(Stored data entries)
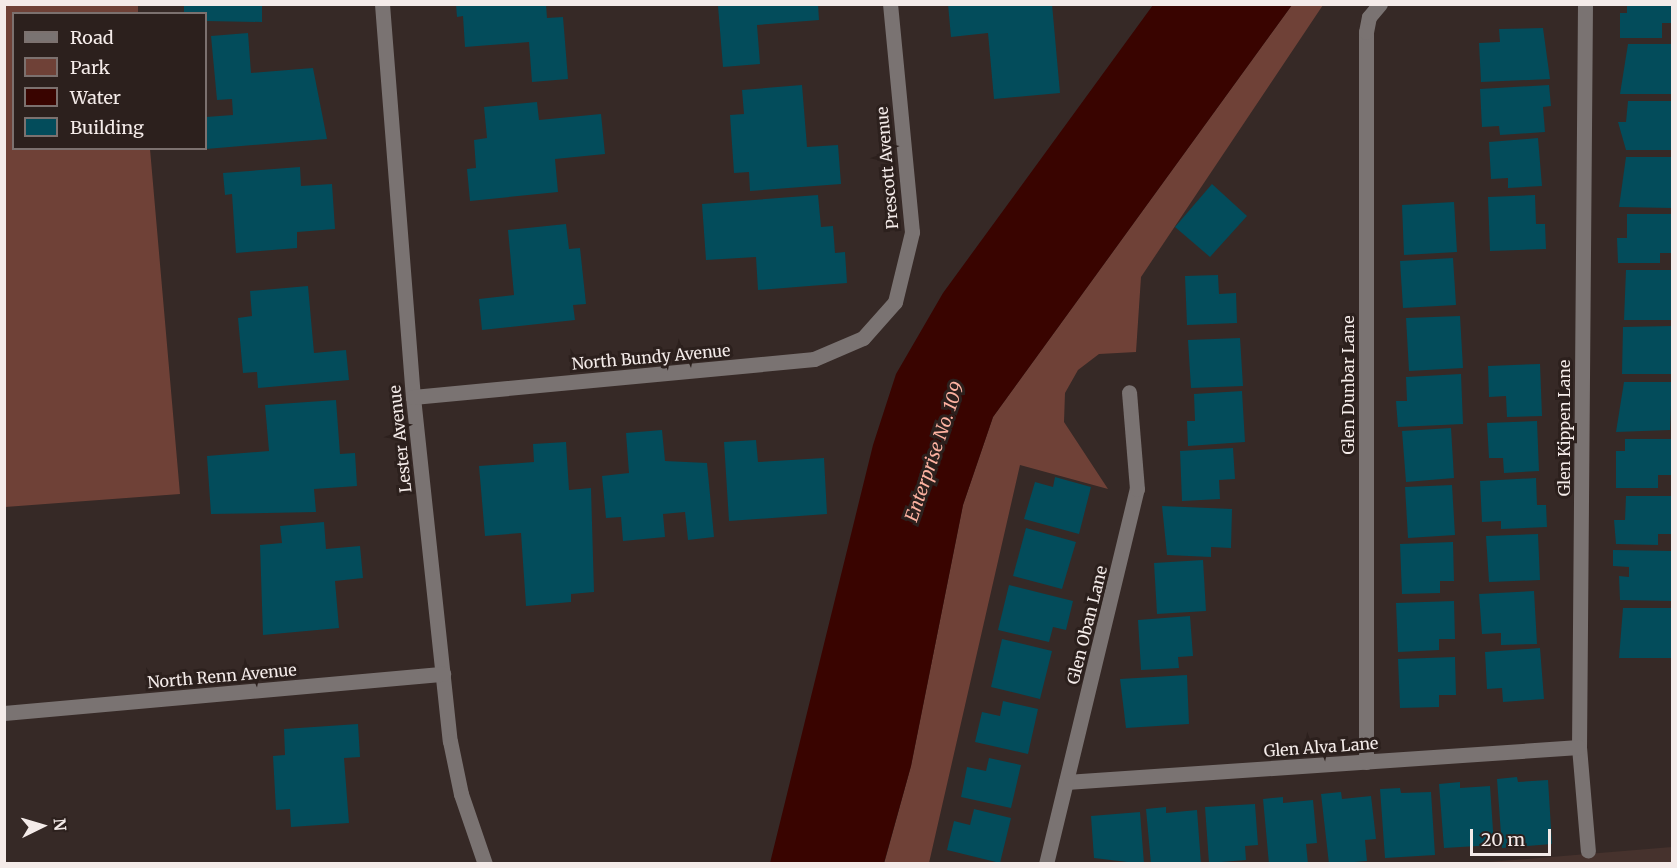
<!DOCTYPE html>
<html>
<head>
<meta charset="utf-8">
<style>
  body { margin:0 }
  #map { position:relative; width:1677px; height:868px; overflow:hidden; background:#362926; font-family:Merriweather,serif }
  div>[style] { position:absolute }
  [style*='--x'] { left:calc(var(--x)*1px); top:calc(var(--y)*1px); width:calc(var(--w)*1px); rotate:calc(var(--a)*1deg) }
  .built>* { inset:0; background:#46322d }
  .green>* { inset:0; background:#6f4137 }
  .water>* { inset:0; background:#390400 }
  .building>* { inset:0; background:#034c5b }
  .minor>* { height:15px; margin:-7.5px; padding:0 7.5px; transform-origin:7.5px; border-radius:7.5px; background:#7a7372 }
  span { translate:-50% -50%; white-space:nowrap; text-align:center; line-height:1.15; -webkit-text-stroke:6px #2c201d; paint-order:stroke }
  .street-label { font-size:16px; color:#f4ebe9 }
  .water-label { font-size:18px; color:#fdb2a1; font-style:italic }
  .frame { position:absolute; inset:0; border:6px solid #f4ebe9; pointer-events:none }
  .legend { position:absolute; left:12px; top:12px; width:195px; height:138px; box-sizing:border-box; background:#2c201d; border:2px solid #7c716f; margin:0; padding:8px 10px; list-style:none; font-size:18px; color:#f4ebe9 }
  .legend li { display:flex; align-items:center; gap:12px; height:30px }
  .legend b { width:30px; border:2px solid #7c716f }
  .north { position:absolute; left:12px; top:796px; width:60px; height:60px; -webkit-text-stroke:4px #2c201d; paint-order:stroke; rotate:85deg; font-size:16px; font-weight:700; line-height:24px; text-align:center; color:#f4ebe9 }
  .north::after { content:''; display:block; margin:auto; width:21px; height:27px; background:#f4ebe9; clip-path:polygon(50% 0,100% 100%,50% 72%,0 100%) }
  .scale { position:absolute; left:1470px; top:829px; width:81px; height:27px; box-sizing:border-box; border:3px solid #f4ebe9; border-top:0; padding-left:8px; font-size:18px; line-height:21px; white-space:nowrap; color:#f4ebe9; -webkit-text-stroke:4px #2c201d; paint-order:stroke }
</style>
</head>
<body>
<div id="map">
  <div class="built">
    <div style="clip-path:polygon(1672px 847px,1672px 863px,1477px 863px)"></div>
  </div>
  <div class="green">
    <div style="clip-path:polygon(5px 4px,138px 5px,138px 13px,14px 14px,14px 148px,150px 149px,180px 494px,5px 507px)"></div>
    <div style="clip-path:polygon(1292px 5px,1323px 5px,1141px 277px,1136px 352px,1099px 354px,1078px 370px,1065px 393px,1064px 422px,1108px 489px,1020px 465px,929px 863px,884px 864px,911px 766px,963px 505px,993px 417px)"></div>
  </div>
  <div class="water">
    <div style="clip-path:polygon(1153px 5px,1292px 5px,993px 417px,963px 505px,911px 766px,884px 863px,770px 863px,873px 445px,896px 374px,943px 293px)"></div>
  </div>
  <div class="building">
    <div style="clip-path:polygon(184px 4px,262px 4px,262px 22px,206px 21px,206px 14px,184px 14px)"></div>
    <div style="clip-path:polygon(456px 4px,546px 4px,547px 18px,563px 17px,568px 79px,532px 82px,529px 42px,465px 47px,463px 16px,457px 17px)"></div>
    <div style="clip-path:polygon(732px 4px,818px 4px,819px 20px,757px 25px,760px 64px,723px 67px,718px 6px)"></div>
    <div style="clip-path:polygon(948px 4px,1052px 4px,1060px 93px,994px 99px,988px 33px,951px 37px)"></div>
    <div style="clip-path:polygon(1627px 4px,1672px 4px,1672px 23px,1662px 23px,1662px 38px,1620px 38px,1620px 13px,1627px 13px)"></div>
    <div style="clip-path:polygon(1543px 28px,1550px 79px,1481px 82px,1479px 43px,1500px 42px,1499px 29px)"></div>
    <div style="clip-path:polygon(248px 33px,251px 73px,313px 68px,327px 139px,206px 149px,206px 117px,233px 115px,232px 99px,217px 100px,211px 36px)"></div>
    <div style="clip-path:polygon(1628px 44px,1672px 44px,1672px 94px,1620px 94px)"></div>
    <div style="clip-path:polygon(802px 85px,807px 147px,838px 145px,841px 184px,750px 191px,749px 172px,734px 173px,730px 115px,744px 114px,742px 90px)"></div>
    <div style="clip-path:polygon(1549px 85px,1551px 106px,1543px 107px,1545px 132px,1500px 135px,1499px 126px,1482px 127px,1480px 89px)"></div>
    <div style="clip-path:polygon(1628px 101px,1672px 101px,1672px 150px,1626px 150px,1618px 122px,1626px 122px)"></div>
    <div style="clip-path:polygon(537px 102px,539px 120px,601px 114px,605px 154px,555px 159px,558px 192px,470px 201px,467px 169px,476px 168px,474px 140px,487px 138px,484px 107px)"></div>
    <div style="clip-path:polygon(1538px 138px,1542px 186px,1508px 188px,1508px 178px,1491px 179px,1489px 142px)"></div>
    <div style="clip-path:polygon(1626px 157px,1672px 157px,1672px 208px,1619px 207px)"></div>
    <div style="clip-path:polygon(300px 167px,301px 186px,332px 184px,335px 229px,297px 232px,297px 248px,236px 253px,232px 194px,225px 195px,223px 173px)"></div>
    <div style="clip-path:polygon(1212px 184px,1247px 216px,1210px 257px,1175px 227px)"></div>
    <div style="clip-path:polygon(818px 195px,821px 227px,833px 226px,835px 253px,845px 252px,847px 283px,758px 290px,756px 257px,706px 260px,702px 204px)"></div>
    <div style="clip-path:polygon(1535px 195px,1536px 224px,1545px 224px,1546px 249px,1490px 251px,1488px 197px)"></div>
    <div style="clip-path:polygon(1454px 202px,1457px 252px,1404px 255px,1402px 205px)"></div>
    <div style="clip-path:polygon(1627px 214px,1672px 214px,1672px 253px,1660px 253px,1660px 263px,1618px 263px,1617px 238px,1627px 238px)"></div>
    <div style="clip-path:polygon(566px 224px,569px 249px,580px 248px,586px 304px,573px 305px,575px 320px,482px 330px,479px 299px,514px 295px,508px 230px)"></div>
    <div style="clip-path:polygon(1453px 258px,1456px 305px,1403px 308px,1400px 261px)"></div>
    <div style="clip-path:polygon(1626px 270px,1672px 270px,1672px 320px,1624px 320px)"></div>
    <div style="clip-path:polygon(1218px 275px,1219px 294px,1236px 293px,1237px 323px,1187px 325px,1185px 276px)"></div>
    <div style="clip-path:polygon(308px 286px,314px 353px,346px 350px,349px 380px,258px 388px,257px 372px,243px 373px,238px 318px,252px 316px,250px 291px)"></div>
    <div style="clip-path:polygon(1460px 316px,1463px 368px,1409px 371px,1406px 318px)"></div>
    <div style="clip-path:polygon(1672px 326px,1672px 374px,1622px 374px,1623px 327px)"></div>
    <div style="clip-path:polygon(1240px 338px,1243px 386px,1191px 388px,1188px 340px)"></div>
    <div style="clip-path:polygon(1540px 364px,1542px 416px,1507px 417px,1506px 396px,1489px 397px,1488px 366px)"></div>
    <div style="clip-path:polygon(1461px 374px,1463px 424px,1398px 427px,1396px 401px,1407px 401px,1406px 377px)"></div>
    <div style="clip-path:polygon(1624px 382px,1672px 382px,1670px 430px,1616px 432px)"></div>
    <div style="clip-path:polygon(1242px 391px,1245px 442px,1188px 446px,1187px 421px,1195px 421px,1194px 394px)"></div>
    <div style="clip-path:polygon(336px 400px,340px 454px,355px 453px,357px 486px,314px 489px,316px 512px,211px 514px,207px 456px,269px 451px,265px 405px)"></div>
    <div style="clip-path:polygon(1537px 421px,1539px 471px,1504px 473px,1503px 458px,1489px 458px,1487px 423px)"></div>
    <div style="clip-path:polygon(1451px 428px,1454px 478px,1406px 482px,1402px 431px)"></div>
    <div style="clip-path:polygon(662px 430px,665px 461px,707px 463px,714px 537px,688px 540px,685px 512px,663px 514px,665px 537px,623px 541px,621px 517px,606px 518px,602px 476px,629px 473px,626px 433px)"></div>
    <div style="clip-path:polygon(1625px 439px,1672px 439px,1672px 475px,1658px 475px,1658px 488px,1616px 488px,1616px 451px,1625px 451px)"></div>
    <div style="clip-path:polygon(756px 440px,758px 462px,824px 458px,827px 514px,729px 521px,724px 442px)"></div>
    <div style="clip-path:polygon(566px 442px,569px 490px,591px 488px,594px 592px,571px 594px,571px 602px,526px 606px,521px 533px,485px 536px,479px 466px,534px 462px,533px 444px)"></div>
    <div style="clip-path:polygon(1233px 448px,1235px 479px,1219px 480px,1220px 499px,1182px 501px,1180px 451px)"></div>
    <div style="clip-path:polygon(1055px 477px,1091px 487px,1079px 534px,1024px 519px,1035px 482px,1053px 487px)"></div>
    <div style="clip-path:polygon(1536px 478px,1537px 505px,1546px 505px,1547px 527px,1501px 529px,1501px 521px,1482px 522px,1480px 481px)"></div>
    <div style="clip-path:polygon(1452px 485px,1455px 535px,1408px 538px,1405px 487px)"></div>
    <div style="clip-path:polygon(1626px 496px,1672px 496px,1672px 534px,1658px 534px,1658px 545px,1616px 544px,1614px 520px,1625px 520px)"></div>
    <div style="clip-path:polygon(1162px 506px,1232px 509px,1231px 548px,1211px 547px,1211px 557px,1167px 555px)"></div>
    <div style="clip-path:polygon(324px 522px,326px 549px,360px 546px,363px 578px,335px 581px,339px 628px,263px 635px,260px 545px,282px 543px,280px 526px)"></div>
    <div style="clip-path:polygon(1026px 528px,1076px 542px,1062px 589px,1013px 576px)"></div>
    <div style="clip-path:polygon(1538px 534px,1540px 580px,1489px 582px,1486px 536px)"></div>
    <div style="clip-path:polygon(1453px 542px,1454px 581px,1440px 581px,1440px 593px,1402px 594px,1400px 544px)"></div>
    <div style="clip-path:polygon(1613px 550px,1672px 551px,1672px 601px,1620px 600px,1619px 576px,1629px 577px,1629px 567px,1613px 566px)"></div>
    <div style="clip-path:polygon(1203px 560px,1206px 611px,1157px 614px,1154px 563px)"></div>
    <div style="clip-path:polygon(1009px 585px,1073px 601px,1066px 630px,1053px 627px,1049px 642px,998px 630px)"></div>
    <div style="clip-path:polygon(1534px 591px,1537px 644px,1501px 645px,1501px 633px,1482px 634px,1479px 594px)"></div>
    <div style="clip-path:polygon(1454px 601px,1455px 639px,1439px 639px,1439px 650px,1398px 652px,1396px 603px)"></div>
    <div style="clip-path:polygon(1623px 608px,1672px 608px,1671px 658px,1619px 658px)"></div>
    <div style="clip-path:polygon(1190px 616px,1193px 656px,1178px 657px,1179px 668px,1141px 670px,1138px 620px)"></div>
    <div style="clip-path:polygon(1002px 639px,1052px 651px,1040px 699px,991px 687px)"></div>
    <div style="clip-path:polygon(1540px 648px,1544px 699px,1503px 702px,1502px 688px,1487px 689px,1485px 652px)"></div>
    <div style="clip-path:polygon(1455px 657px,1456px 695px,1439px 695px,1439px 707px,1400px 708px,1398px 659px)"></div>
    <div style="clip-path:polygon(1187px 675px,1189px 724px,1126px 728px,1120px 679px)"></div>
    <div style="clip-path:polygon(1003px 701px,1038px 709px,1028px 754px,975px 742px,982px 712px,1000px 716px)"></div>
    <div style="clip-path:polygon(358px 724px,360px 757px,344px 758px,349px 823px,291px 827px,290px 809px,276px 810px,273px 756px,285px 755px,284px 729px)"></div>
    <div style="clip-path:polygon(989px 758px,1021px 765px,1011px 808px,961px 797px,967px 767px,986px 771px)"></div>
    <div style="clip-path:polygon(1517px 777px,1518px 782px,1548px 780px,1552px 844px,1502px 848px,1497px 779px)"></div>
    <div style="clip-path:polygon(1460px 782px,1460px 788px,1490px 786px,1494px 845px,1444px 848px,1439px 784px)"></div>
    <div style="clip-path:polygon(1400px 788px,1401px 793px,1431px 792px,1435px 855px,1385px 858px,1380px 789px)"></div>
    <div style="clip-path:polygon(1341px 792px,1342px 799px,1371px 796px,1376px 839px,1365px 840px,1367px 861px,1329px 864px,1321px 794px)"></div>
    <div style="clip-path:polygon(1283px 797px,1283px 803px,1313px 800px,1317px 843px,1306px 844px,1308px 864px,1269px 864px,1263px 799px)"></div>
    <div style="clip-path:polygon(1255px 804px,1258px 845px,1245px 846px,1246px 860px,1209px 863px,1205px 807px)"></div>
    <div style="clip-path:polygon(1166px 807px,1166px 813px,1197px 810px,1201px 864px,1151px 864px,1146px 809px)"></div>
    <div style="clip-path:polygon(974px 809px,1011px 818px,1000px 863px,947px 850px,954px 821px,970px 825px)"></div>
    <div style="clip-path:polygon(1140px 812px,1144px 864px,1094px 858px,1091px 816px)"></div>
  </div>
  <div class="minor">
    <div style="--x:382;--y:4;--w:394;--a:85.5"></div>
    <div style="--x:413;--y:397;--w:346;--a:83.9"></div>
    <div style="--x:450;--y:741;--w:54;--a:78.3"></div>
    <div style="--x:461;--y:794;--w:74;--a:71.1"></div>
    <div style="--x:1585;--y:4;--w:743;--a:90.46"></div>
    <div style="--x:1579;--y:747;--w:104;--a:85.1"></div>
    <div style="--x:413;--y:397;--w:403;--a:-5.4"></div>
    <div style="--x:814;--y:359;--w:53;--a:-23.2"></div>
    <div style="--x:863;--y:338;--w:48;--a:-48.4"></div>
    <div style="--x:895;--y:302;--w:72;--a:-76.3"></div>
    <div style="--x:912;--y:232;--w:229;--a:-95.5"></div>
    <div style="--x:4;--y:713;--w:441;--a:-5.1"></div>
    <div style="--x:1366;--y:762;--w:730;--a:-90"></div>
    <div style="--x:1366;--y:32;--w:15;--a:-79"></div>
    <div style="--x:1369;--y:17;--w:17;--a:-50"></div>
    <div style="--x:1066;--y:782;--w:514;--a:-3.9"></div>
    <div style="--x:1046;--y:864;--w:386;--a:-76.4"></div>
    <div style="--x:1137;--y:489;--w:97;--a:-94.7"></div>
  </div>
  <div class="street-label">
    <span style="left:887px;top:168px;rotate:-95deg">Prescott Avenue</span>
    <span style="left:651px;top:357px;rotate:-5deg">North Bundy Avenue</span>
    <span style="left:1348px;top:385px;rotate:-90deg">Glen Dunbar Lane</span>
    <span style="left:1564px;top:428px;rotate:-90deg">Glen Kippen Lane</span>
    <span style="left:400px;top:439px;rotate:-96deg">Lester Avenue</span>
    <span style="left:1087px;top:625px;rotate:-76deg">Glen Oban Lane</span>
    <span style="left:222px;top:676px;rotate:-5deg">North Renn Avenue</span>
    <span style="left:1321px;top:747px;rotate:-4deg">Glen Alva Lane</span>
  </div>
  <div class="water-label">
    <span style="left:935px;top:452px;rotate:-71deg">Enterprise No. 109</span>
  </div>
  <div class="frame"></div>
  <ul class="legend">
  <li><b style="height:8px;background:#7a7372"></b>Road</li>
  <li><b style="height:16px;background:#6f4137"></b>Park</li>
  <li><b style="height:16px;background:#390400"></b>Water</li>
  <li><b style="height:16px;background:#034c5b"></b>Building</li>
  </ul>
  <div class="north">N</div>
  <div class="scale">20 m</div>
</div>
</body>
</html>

- Task to complete -
Gather each line in the data that holds the string "span".

- Answer for this exercise -
  span { translate:-50% -50%; white-space:nowrap; text-align:center; line-height:1.15; -webkit-text-stroke:6px #2c201d; paint-order:stroke }
    <span style="left:887px;top:168px;rotate:-95deg">Prescott Avenue</span>
    <span style="left:651px;top:357px;rotate:-5deg">North Bundy Avenue</span>
    <span style="left:1348px;top:385px;rotate:-90deg">Glen Dunbar Lane</span>
    <span style="left:1564px;top:428px;rotate:-90deg">Glen Kippen Lane</span>
    <span style="left:400px;top:439px;rotate:-96deg">Lester Avenue</span>
    <span style="left:1087px;top:625px;rotate:-76deg">Glen Oban Lane</span>
    <span style="left:222px;top:676px;rotate:-5deg">North Renn Avenue</span>
    <span style="left:1321px;top:747px;rotate:-4deg">Glen Alva Lane</span>
    <span style="left:935px;top:452px;rotate:-71deg">Enterprise No. 109</span>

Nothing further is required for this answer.